73. Epc: the player controller Without the replication statement, even if the rest of the code is fine, we will not be able to see KRocks spawned on client machines.

74. On an interesting note: One this is up and running, take a look in the client machines and the servers log files. In the sample code I left in some log entries in the Epc.

75. On an interesting note: In the fire function: ClientFire function: log("Server----Fire"@t); log("Client----FIre"@t);

76. On an interesting note: The client machine, shows no entries at all with regards to the client fire log...none…nada…zip.
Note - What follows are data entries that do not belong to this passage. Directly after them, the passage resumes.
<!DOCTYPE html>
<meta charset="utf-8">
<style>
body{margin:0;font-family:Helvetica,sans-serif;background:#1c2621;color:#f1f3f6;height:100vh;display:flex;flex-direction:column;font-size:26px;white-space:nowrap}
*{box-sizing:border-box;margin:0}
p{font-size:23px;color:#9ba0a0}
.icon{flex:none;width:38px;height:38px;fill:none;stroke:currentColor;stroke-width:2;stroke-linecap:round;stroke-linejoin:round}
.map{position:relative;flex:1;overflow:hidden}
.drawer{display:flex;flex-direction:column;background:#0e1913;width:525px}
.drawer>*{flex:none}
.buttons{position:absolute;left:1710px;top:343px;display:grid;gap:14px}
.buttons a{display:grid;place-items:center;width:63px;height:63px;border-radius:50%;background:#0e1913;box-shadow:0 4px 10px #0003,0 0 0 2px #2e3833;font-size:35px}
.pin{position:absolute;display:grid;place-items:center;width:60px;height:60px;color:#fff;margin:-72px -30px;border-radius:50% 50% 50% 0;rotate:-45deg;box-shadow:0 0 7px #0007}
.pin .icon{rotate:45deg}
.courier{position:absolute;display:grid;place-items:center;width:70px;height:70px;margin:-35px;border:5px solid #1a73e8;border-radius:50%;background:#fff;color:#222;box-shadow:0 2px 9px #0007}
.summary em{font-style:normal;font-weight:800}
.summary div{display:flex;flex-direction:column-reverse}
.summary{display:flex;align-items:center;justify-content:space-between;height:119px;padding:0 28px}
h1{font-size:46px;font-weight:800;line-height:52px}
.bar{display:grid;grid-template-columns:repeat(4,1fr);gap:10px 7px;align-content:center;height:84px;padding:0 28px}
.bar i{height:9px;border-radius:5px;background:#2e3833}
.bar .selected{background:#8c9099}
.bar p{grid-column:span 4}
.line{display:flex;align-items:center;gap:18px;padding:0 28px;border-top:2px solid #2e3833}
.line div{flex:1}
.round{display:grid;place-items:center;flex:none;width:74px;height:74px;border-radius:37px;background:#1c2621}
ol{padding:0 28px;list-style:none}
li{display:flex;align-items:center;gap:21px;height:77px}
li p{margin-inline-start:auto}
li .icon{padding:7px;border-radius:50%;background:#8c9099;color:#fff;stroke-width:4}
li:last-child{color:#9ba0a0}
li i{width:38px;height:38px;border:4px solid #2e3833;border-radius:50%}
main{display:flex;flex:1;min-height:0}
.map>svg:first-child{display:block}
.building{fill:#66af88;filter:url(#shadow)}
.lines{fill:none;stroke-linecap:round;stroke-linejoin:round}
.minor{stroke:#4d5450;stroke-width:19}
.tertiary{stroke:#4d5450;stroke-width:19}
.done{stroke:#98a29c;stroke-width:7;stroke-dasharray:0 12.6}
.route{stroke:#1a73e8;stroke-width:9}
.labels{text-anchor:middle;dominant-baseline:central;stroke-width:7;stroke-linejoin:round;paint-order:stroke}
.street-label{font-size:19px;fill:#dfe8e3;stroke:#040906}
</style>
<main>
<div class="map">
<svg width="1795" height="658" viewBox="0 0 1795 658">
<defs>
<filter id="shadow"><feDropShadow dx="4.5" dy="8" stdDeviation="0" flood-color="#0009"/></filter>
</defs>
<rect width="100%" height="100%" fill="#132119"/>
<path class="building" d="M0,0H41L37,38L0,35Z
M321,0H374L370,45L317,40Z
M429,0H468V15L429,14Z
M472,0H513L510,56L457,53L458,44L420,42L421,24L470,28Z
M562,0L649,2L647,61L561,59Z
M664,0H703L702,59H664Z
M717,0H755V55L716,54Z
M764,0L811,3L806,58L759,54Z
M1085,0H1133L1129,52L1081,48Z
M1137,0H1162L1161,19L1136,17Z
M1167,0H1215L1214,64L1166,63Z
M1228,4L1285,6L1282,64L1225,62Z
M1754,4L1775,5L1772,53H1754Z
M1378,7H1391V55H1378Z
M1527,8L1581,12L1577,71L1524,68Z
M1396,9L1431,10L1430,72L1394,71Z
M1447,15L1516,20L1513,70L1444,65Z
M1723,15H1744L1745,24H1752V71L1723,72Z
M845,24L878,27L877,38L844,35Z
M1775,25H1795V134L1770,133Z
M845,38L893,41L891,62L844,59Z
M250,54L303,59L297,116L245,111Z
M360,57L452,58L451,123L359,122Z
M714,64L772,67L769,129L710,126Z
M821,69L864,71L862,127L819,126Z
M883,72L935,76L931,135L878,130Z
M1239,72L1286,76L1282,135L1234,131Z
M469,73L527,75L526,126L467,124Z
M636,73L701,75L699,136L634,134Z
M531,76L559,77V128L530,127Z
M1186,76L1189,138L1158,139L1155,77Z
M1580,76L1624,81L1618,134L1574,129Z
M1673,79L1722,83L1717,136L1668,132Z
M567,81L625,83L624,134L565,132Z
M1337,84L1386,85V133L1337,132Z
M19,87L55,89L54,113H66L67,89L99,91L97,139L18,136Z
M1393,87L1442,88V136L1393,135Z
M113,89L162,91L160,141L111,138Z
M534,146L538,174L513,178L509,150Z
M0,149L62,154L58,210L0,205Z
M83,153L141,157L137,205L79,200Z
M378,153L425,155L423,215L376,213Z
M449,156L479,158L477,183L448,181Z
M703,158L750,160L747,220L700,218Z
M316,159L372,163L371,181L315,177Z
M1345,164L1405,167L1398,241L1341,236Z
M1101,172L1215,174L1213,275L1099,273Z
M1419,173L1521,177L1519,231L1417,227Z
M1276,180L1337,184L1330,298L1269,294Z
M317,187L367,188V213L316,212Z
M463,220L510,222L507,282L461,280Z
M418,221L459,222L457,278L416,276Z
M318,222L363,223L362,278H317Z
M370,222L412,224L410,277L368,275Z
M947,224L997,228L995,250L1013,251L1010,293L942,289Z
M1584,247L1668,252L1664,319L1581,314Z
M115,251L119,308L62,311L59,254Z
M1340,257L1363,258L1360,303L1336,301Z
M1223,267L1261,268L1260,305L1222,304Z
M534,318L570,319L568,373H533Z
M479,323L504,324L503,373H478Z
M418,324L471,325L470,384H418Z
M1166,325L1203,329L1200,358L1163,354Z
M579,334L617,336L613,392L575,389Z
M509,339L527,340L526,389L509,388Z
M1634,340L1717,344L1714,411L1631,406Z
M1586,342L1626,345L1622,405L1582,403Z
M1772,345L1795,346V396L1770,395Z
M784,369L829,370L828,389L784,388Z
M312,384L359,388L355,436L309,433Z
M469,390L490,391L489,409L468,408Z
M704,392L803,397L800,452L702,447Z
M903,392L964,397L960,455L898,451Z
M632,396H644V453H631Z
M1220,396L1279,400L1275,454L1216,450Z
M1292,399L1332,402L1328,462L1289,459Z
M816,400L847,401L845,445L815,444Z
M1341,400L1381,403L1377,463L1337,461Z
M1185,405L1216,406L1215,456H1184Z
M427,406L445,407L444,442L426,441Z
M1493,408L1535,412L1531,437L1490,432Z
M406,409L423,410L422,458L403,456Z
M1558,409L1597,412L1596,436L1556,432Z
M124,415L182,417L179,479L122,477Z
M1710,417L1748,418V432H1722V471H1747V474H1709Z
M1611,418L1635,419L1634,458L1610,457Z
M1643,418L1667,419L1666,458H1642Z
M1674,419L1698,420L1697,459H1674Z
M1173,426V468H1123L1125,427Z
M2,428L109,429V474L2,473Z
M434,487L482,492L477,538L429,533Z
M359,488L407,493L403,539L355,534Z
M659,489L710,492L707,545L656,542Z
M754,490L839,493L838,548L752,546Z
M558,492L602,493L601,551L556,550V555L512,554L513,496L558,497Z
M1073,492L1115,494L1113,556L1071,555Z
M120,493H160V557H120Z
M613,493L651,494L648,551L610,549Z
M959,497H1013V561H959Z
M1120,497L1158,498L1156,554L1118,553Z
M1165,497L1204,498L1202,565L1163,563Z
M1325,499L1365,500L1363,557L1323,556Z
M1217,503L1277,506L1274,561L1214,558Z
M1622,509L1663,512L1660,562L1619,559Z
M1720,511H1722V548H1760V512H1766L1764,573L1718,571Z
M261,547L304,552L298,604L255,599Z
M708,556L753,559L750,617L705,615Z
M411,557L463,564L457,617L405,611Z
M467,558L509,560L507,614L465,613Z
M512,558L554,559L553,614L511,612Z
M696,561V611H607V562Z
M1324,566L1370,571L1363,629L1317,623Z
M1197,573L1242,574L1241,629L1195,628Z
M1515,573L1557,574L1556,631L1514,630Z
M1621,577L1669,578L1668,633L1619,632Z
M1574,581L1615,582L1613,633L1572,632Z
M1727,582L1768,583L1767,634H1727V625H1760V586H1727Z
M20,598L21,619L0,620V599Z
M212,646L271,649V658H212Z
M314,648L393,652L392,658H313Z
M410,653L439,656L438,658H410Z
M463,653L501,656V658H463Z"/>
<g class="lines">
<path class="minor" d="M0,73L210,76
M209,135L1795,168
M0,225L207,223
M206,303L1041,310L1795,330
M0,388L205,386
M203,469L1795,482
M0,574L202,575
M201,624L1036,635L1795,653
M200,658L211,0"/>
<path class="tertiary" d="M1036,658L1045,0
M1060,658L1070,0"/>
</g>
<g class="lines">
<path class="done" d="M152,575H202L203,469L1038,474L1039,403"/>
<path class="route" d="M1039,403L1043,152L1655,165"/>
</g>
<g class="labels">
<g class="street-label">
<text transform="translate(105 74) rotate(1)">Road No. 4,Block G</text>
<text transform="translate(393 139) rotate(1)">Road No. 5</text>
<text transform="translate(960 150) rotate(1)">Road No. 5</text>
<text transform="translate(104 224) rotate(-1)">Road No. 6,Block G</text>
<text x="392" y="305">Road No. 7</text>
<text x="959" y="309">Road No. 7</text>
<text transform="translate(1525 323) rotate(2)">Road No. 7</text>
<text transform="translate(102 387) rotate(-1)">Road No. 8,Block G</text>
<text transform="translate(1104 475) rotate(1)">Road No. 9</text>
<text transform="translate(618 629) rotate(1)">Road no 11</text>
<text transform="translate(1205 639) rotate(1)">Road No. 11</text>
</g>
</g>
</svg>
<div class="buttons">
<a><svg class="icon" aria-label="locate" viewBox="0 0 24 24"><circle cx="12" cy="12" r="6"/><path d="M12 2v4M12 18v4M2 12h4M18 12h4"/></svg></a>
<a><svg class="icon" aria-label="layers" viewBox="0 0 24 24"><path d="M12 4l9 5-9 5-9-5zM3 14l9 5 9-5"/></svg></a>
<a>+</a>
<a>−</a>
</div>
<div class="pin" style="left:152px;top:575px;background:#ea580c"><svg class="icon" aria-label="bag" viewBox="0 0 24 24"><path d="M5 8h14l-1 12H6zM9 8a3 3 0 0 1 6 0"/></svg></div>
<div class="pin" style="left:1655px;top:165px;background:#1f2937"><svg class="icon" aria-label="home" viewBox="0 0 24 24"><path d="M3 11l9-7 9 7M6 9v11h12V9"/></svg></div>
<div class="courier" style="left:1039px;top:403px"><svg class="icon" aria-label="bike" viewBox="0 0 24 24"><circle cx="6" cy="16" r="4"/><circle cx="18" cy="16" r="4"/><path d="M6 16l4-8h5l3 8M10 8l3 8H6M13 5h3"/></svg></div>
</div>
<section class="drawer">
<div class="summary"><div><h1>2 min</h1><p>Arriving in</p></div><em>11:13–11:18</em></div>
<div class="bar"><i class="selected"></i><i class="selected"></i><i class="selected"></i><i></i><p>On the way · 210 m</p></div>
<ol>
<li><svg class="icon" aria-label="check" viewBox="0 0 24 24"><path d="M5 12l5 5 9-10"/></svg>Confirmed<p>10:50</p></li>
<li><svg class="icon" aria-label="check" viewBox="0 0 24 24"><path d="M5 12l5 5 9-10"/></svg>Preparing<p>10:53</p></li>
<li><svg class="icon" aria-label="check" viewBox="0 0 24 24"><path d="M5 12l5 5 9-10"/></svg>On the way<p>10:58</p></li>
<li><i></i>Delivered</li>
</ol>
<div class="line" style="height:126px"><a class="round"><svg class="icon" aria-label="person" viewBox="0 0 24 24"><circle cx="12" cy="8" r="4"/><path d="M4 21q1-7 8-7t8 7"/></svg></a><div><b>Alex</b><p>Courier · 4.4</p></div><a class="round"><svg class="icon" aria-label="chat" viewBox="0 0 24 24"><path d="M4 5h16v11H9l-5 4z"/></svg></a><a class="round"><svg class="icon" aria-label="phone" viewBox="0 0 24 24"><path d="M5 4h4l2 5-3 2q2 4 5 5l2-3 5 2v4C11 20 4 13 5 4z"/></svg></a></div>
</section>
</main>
However, the server machine show entries from both client and server.

77. On an interesting note: This means that it is the server that is in fact doing the spawning Krock and execution of the of the simulated function, which gets sent back to the client machine.

78. And what we should have Is a bunch of KRocks spinning around the level that get properly replictated on both client and server.

79. For fun Try changing the parent class of Krock to one of the projectiles, or even replace the spawning of the KRock with a projectile. Then remove the replication statement. Notice the changes this incurs.